Comme l’illustre notre vidéo au format Short, le titre ne se limite pas à la conduite d’un bateau. Il faudra surveiller son environnement, utiliser les instruments disponibles et anticiper les forces qui agissent sur chaque navire. Sa sortie est confirmée en accès anticipé sur PC via Steam le 16 septembre 2026.
Une physique hydrodynamique avancée
Professional Ship Simulator entend reproduire plusieurs phénomènes essentiels à la navigation. Son moteur physique prend notamment en compte le couple des hélices, le vent, les courants, l’ancrage et la tension exercée sur les amarres. Ces paramètres devraient particulièrement compter lors des manœuvres portuaires, où la vitesse, l’inertie et le placement du navire doivent être maîtrisés avec précision.
Le terme de « simulateur de bateaux le plus réaliste » reste naturellement subjectif. Les systèmes annoncés montrent néanmoins une volonté claire de s’adresser aux amateurs de simulations techniques, au-delà d’une simple expérience de navigation accessible.
Radar, AIS et communications radio
La navigation reposera sur différents équipements professionnels.
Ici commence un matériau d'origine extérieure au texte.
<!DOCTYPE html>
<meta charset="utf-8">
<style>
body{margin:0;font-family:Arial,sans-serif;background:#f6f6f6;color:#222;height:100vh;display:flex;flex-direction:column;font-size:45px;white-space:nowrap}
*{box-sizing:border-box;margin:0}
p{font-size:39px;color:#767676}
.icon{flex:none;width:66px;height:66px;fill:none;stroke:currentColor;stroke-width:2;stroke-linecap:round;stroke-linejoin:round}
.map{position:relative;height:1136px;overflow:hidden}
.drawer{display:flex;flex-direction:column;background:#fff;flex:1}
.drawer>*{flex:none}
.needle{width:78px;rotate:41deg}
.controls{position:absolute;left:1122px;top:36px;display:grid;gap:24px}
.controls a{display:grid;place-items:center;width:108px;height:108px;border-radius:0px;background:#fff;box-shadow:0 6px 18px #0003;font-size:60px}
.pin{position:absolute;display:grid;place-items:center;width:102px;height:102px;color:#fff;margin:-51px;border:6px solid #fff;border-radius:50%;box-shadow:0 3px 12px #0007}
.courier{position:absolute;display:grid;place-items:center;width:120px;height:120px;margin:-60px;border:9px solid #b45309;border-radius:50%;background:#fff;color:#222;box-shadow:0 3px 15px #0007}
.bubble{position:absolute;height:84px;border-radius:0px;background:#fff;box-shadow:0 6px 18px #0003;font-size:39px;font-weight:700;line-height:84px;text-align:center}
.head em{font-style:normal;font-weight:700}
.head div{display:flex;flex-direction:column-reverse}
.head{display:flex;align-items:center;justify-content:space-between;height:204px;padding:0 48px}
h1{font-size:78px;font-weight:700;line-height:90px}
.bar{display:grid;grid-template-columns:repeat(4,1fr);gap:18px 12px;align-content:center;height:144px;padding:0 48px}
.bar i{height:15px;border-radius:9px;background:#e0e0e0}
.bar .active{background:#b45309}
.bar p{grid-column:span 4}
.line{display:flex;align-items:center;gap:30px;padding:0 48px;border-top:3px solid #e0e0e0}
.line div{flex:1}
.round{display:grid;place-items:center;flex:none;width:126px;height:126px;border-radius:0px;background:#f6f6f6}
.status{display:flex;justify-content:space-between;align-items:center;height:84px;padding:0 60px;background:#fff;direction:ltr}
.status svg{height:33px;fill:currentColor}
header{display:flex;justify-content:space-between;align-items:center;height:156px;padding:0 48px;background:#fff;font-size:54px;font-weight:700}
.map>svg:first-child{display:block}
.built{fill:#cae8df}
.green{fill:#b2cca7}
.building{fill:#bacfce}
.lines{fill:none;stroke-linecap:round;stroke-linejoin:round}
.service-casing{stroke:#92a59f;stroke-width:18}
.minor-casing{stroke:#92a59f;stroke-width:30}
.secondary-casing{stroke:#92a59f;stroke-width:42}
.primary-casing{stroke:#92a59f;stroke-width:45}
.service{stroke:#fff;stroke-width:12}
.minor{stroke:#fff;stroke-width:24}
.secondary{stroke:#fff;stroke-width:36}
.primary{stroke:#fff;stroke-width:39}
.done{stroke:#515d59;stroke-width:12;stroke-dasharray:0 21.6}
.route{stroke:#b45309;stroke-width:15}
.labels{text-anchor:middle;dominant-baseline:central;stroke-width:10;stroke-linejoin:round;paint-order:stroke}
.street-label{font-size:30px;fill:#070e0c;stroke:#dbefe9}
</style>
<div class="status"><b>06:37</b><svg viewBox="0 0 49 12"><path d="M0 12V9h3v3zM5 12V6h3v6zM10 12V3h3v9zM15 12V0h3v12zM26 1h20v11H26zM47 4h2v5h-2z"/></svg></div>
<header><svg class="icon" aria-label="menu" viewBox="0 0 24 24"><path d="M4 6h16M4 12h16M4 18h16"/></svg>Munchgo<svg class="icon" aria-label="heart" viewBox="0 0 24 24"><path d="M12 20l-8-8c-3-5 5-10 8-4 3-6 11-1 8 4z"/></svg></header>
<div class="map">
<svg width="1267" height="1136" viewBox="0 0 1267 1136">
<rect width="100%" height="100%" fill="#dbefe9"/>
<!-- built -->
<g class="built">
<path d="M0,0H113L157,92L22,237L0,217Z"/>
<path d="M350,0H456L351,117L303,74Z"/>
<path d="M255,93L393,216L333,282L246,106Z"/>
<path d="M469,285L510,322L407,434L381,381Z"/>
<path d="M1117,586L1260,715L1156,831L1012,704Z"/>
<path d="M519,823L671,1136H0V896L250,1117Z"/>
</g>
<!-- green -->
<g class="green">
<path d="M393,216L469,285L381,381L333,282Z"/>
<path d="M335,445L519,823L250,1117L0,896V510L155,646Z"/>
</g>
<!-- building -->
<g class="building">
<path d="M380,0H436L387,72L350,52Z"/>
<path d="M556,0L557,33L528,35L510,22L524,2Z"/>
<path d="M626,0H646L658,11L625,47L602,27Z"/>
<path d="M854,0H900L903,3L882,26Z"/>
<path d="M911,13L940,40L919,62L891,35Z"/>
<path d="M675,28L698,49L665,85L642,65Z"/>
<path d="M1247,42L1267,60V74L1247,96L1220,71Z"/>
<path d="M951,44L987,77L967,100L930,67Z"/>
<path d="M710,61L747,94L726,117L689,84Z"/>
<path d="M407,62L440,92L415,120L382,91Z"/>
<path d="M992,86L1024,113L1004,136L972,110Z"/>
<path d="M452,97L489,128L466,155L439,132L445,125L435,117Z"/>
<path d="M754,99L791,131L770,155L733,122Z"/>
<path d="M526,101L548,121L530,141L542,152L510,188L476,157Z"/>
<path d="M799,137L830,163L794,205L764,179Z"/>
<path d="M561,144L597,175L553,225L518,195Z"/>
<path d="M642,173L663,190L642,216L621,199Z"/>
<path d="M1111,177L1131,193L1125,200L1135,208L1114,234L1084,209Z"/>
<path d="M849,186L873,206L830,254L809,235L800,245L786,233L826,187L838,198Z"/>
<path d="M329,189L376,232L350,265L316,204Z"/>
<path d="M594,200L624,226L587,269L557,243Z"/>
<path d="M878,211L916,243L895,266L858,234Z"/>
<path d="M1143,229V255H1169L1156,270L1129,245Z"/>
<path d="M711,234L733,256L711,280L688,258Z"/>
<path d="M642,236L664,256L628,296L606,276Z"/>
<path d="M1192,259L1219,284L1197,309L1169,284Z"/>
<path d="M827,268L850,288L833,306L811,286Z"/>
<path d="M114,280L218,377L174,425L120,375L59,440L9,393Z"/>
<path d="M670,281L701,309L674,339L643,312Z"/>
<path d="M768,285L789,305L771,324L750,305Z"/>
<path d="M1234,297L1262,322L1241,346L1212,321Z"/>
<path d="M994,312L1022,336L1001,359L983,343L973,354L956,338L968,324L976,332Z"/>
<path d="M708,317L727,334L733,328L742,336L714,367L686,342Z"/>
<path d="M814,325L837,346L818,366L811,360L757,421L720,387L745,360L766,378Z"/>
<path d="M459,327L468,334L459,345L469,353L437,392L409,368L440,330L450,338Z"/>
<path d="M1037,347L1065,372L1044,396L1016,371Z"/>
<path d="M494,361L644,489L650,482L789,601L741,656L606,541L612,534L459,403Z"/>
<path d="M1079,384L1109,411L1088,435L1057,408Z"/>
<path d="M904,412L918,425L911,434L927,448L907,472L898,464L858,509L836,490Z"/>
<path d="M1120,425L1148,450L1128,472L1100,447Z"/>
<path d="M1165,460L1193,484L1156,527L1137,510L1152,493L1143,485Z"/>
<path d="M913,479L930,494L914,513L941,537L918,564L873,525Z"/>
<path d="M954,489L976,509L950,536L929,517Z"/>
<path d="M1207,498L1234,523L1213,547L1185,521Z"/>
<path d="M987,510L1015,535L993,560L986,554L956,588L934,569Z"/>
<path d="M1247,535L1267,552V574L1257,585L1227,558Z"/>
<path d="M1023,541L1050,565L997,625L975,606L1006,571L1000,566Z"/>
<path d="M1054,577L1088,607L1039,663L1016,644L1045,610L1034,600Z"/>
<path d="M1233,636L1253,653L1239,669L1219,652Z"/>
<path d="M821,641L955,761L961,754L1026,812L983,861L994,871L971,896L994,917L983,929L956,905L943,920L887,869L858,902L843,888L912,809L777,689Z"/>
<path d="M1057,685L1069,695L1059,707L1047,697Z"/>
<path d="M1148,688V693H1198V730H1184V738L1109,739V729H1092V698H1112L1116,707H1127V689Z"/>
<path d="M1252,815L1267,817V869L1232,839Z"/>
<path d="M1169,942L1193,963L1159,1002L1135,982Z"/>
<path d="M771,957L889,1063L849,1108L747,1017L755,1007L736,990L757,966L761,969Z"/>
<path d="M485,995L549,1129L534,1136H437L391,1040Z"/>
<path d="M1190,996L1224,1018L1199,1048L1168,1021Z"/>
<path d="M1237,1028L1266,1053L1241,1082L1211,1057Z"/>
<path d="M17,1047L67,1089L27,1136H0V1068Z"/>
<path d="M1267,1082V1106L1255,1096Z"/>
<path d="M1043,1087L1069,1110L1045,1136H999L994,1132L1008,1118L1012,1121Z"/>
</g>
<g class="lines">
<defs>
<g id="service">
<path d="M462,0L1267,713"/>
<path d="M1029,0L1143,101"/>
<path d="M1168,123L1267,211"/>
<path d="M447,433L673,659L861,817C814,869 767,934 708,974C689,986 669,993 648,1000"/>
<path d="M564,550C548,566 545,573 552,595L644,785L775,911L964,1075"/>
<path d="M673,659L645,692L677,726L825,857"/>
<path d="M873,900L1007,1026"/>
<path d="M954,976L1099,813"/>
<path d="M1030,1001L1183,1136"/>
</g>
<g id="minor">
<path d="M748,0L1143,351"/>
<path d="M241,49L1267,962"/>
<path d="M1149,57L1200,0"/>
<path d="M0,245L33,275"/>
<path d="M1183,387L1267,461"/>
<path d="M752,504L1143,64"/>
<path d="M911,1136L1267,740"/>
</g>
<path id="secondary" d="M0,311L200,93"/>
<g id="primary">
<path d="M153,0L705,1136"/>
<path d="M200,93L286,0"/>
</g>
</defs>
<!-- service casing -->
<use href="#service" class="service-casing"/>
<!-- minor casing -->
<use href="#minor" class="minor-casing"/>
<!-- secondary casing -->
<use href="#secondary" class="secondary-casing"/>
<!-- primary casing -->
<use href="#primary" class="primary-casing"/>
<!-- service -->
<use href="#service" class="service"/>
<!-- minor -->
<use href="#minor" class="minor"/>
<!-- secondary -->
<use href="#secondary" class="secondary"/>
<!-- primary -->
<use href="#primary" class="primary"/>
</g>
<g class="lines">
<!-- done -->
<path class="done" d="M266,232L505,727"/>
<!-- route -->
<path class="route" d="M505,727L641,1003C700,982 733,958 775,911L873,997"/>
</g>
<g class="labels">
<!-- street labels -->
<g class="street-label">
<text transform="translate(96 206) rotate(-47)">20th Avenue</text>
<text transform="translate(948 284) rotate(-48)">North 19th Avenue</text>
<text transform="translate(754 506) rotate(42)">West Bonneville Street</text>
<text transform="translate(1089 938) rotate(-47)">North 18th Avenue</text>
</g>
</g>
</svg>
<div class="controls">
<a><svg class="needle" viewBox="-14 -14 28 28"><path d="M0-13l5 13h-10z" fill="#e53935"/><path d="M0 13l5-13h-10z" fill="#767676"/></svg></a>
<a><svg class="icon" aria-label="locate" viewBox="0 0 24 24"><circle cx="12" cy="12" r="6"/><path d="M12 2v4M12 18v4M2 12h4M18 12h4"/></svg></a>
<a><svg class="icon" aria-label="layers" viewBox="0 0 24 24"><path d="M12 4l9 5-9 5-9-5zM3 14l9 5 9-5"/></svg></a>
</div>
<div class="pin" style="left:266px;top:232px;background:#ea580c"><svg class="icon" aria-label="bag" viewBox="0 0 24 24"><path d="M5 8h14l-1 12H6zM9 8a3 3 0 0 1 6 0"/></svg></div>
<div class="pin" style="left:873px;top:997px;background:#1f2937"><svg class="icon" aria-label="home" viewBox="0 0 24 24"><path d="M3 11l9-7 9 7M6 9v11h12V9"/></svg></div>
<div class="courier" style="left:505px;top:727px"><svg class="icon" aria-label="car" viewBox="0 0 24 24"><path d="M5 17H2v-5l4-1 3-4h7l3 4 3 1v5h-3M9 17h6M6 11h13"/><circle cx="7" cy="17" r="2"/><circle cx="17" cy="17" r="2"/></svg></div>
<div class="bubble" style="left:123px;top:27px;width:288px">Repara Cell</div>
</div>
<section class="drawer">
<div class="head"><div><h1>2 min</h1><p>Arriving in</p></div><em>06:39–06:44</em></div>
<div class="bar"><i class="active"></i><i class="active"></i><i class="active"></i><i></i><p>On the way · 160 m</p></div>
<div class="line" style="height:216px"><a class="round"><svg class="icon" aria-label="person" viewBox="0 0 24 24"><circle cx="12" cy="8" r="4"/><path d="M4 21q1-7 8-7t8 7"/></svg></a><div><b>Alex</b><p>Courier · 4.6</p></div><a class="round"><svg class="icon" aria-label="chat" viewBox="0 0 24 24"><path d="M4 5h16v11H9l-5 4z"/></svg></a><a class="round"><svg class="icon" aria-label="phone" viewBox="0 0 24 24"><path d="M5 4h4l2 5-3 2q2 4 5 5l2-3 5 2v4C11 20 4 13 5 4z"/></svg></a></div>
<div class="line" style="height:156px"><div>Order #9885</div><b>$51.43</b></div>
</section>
Le jeu intégrera un radar, un sonar ainsi qu’un système AIS/CPA, utile pour identifier les autres bâtiments et évaluer les risques de collision. Des communications radio sont également prévues. L’ensemble devra aider les joueurs à préparer leurs trajectoires et à réagir aux conditions rencontrées en mer.
Des remorqueurs aux navires de croisière
La flotte annoncée couvre plusieurs catégories de bâtiments : remorqueurs, navires de sauvetage, yachts, porte-conteneurs, méthaniers et navires de croisière. Le comportement et les contraintes de navigation devraient donc varier sensiblement selon les dimensions et la fonction du navire sélectionné.
Les environnements s’inspirent notamment de Rügen et du détroit de Douvres. Plus de 40 ports sont annoncés, offrant différents espaces pour naviguer, accoster et réaliser des manœuvres.
Une sortie d’abord en accès anticipé
Professional Ship Simulator sera lancé le 16 septembre 2026 sur Steam, pour les PC équipés de Windows 11. Puisqu’il s’agira d’un accès anticipé, le contenu et les fonctionnalités pourront évoluer au fil du développement. Le support du modding ne sera pas disponible dès le lancement.